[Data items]
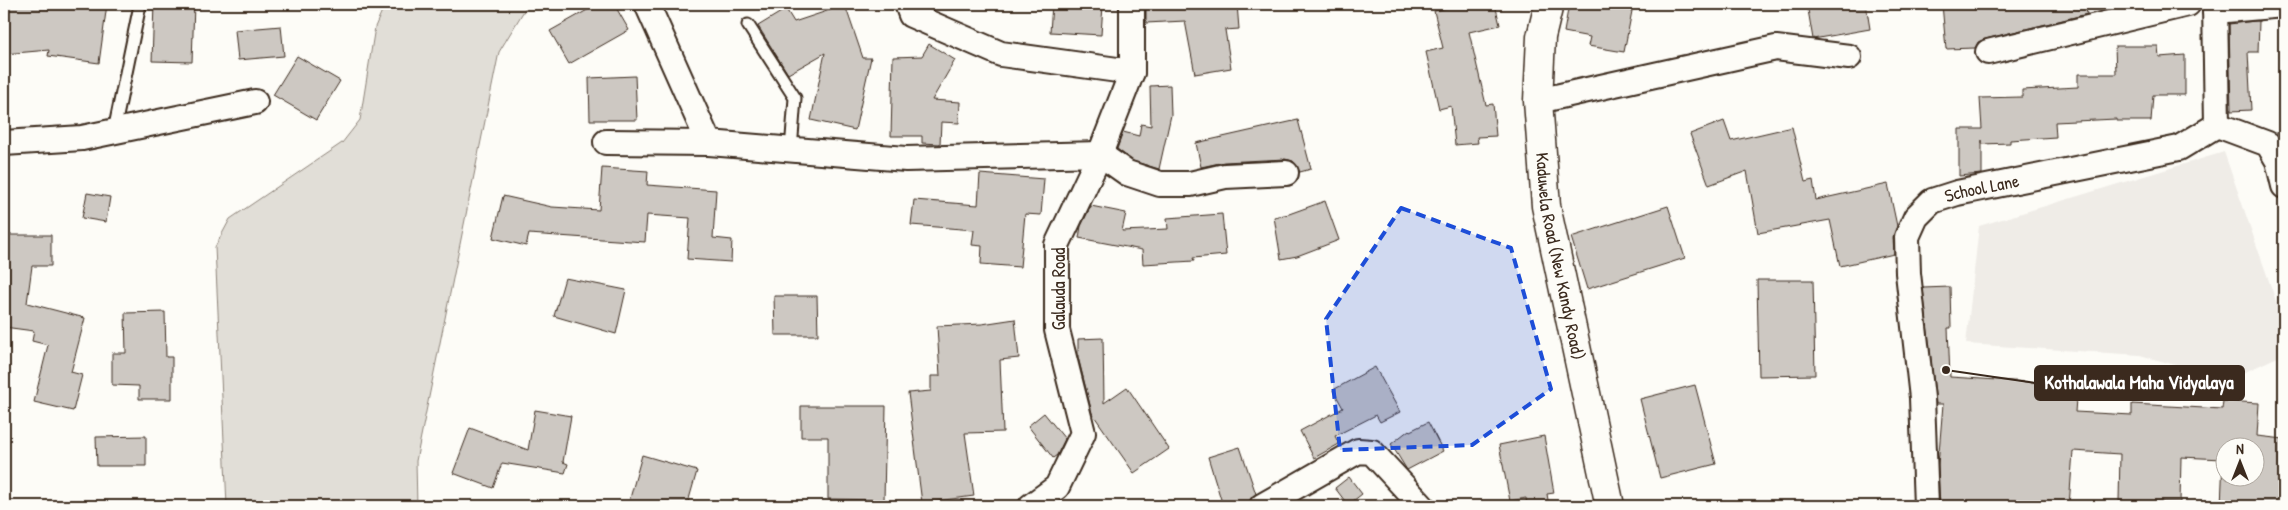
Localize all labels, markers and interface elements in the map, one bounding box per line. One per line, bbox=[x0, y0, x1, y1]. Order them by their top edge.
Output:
street label: Kaduwela Road (New Kandy Road) bbox=[1530, 151, 1591, 362]
street label: School Lane bbox=[1941, 168, 2021, 208]
street label: Galauda Road bbox=[1046, 248, 1071, 330]
callout: Kothalawala Maha Vidyalaya bbox=[2035, 366, 2244, 400]
text: Kothalawala Maha Vidyalaya bbox=[2044, 369, 2234, 396]
north arrow bbox=[2216, 438, 2266, 488]
text: N bbox=[2236, 439, 2244, 458]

■ PROBLEM TO WORK ON ■
All of the records should be output exactly as they stand, with pictures omitted.

■ ANSWER AREA ■
Localize all labels, markers and interface elements in the map, one bounding box per line. One per line, bbox=[x0, y0, x1, y1]. Order them by their top edge.
Output:
street label: Kaduwela Road (New Kandy Road) bbox=[1530, 151, 1591, 362]
street label: School Lane bbox=[1941, 168, 2021, 208]
street label: Galauda Road bbox=[1046, 248, 1071, 330]
callout: Kothalawala Maha Vidyalaya bbox=[2035, 366, 2244, 400]
text: Kothalawala Maha Vidyalaya bbox=[2044, 369, 2234, 396]
north arrow bbox=[2216, 438, 2266, 488]
text: N bbox=[2236, 439, 2244, 458]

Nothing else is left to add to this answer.